I mention that because one certainly has cause to wonder if supernatural forces, good and evil, were at work in this incredible, historic rock ‘n’ roll group. They thought so. Both Lennon and Paul McCartney have said they felt at times more like spirit mediums, channeling the songs from — in the recent words of McCartney — “somewhere else.”
The question has always been whether that somewhere else was in the heavens or chthonic regions. McCartney received a number of songs in dreams, and the very name “Beatles” was given to Lennon in a dream by a man encircled with flames (a “pie” of fire).

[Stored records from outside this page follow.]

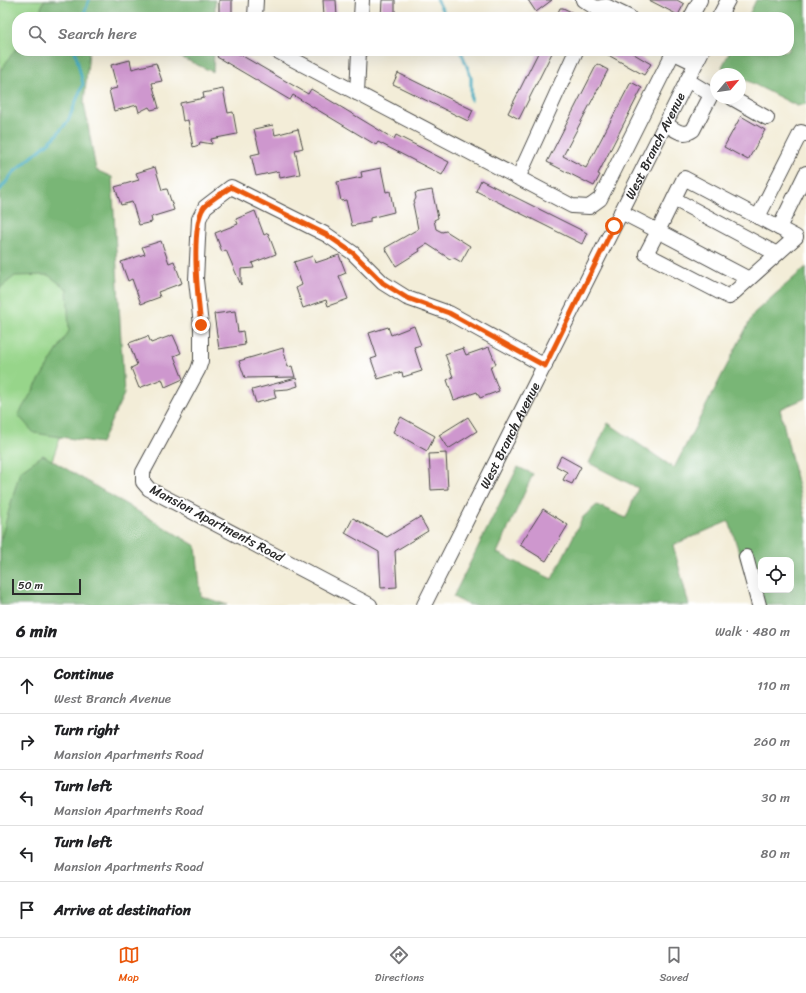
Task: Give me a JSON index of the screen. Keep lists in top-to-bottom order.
{
  "streets": {
    "street": ["West Branch Avenue", "Mansion Apartments Road"]
  },
  "crossings": [
    ["West Branch Avenue", "Mansion Apartments Road"]
  ],
  "scale_bar": "50 m",
  "north": "top right",
  "page": {
    "search": "Search here",
    "scale": "50 m",
    "heading": ["6 min", "Walk · 480 m"],
    "list": [
      ["Continue", "West Branch Avenue", "110 m"],
      ["Turn right", "Mansion Apartments Road", "260 m"],
      ["Turn left", "Mansion Apartments Road", "30 m"],
      ["Turn left", "Mansion Apartments Road", "80 m"],
      "Arrive at destination"
    ],
    "nav": ["Map", "Directions", "Saved"]
  }
}
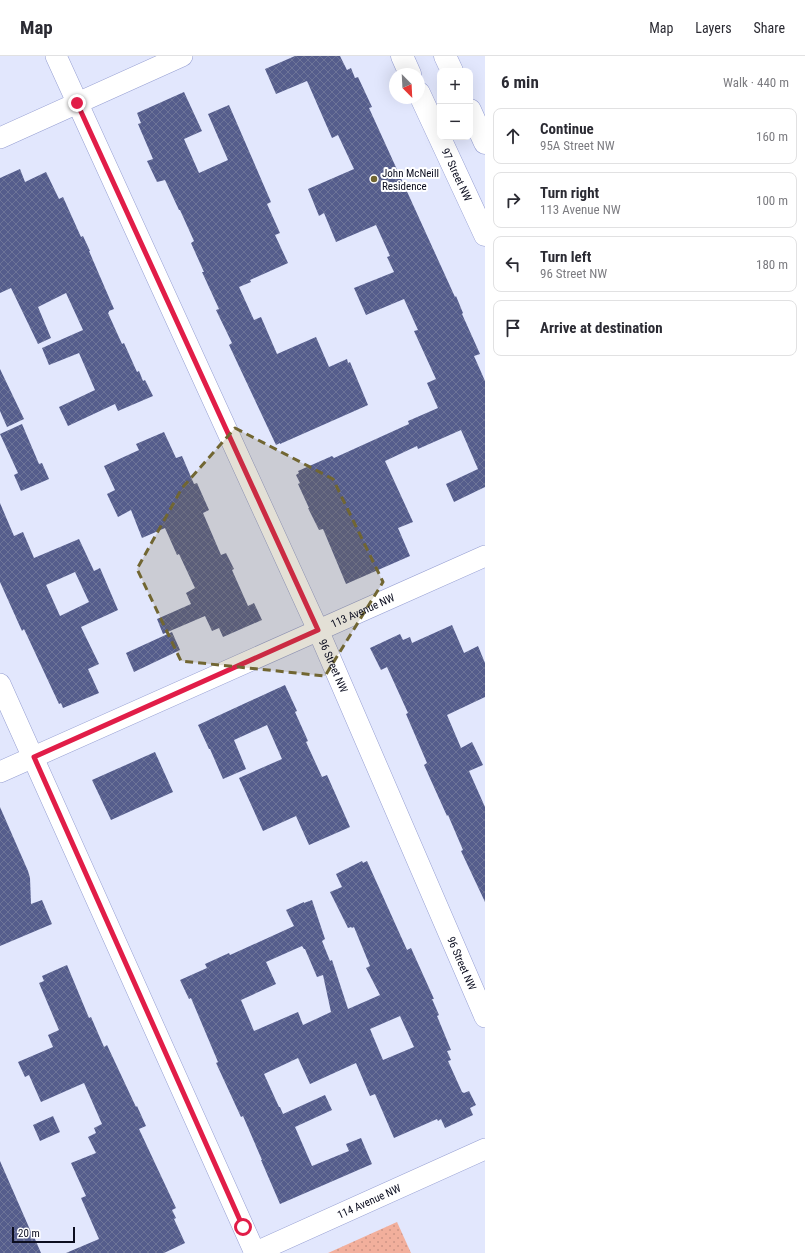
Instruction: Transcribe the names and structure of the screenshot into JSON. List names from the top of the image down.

I know this: religion, specifically Catholicism, wove in and out of their lives and music. John and Paul met in the hall of St. Peter’s Church in Woolton near Liverpool and used to hang out in the adjacent graveyard (where, yes, one stone is a marker for a deceased woman named Eleanor Rigby and her family).
That’s a bit spooky, and so were the experiences and coincidences attendant to the Beatles, particularly John Lennon. As a child he once awoke to see a “ghost” standing outside his bedroom door, and later, as an adult — living at the Dakota — he claimed aliens had been outside his bedroom door (and spotted a “flying saucer” close up on another occasion from the balcony of an apartment on Manhattan’s East Side).
Of course, drugs, including hallucinogenic ones, played heavily into the early adulthood of these men, but it went beyond such simple explanations. That the mega-talented four — all now in the music “hall of fame” — met each other as youngsters is a huge “coincidence.”
As a youngster, Lennon’s Aunt Mimi remembered he was especially interested in books that dealt with magic and would spend hours sitting in front of a mirror, staring at his face so intently he’d fall into sort of a trance. Necromancers summon spirits in mirrors (it’s called “scrying”).
The dark side showed itself most vividly in Lennon’s apparent aversion (at least early in life) to Christ. It is reported that at least for a while before he died he’d become a “born-again” Christian after watching Pat Robertson. But he was once expelled from a church choir for substituting obscene words in the lyrics, regularly poked fun at priests, drew blasphemous cartoons of Christ, and once urinated from a balcony on a couple of nuns passing by. Sorry for being explicit. One friend told the Liverpool Echo, “The devilment was always there, and it could be quite frightening.”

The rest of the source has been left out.